Who Uses Cannabis and Why: A National Snapshot of Canada’s Users Before Legalization
Population-level data from the 2015 Canadian Tobacco, Alcohol and Drugs Survey reveal important sociodemographic, health, and substance-use differences between recreational-only and self-defined medical cannabis users, but the study’s cross-sectional design and reliance on self-reported medical status mean causal conclusions remain firmly out of reach.
#72
High Relevance
Provides a critical pre-legalization baseline for understanding Canadian cannabis use patterns and user demographics, with direct implications for clinical screening and public health surveillance.
Medical Cannabis
Population Survey
Pre-Legalization Baseline
When Canada legalized recreational cannabis in 2018, the country needed a clear baseline against which to measure change. This 2015 national survey provides that baseline, but it also raises pressing clinical questions. People who describe their cannabis use as medical are reporting more pain, poorer health, lower incomes, and dramatically higher frequency of use than those who use recreationally. Whether those patterns reflect genuine therapeutic need, inadequately managed chronic disease, or polysubstance vulnerability has immediate implications for how clinicians screen, counsel, and monitor cannabis-using patients in a post-legalization landscape.
| Study Type | Cross-sectional population-based survey |
| Population | Canadian household population aged 15 and older in the provinces (n = 14,978; representing ~30 million Canadians) |
| Intervention / Focus | Self-reported past-year cannabis use classified as non-medical only (NMO) or self-defined medical and non-medical (SDMNM) |
| Comparator | Non-users; NMO users as reference group for SDMNM comparisons |
| Primary Outcomes | Prevalence of cannabis use types, frequency of use, cannabis-related harms, sociodemographic and health correlates |
| Sample Size | 14,978 respondents (1,622 NMO users; 454 SDMNM users; 12,902 non-users) |
| Journal | Health Reports (Statistics Canada, Catalogue no. 82-003-X) |
| Year | 2018 (data from 2015) |
| DOI / PMID | Not available |
| Funding Source | Statistics Canada; sponsored by Health Canada |
Cannabis use in Canada prior to legalization existed along a spectrum from purely recreational to self-described medical, but the boundaries between these categories were porous and largely unverified by the healthcare system. Using data from the 2015 Canadian Tobacco, Alcohol and Drugs Survey (CTADS), this study examined approximately 15,000 respondents to estimate the prevalence of non-medical-only (NMO) and self-defined medical and non-medical (SDMNM) cannabis use among Canadians aged 15 and older, and to characterize the health, sociodemographic, and substance-use profiles that distinguished these groups. The CTADS employed a stratified random-digit-dialing design, included cellphone-only households, and used population weights and bootstrap variance estimation to produce nationally representative estimates.

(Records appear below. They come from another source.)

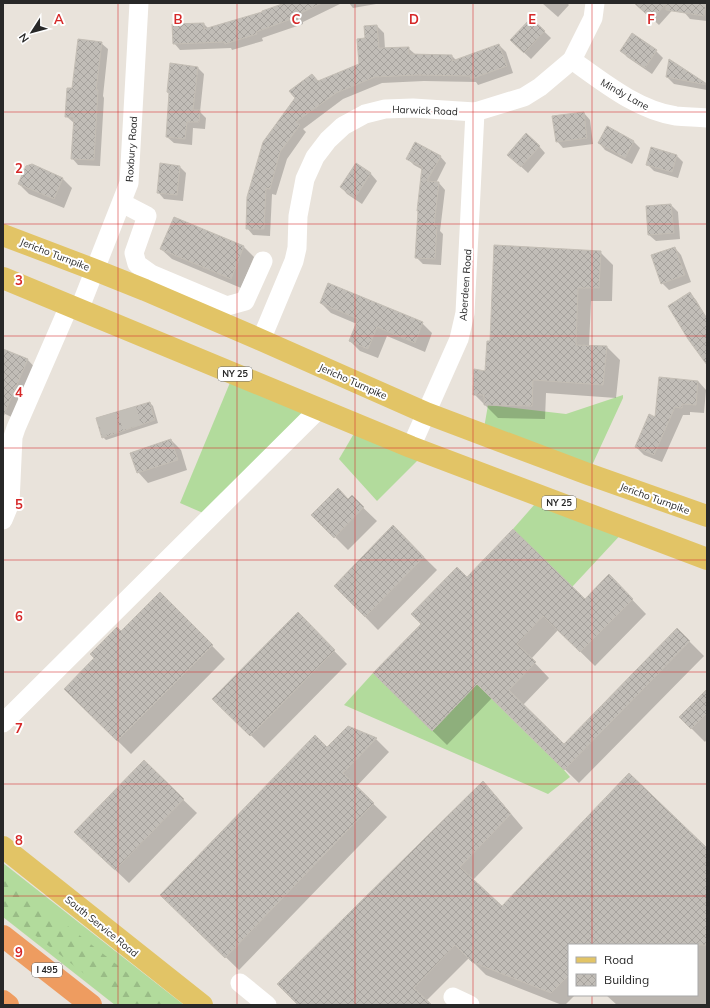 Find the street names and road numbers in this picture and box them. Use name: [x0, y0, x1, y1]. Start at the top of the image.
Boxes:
street label: Mindy Lane: [598, 76, 651, 113]
street label: Harwick Road: [392, 103, 458, 118]
street label: Roxbury Road: [123, 116, 140, 182]
street label: Jericho Turnpike: [18, 235, 91, 274]
street label: Aberdeen Road: [456, 249, 475, 322]
street label: Jericho Turnpike: [317, 361, 389, 402]
road number: NY 25: [218, 367, 252, 381]
street label: Jericho Turnpike: [618, 480, 691, 517]
road number: NY 25: [542, 496, 576, 510]
street label: South Service Road: [62, 893, 141, 960]
road number: I 495: [32, 963, 62, 977]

The study found that 9.5% of Canadians reported NMO use and 2.8% reported SDMNM use in the past year, with British Columbia showing the highest prevalence for both types. Pain was the leading reason for medical use, cited by approximately half of SDMNM users. SDMNM users were nearly twice as likely as NMO users to report daily or near-daily cannabis use (47.2% versus 26.4%) and were significantly more likely to report fair or poor general and mental health, lower household income, and non-therapeutic use of psychoactive pharmaceuticals. A critical limitation is that medical use was self-defined rather than verified against Health Canada authorization records, meaning the SDMNM group is a heterogeneous category. The authors emphasize that no causal inferences can be drawn from these cross-sectional data and that post-legalization longitudinal studies are needed.
Medical or Recreational? What a 2015 National Survey Reveals About Canada’s Cannabis Users
Before Canada became one of the first countries to fully legalize recreational cannabis, roughly 1 in 8 Canadians were already using it, and a surprising number called it medicine. Who were they, and what set them apart from those who used it purely for pleasure? This nationally representative survey from 2015 offers the clearest pre-legalization picture we have, along with a set of important caveats that matter just as much as the numbers. I want to give the authors credit for something that is harder than it looks: they stayed in their lane. The paper does not claim that cannabis causes worse health, does not pretend to evaluate Canada’s formal medical access program, and explicitly tells readers that “self-defined medical” is not the same as “authorized medical.” That kind of intellectual honesty in government-sponsored research is a model worth noting. What the study genuinely contributes is a population-level snapshot of who was using cannabis and what else was true about them at that moment. The finding that SDMNM users were older, sicker, poorer, and using cannabis nearly daily should get any clinician’s attention, not because it proves cannabis is harmful, but because it identifies a cluster of vulnerability that deserves a clinical response.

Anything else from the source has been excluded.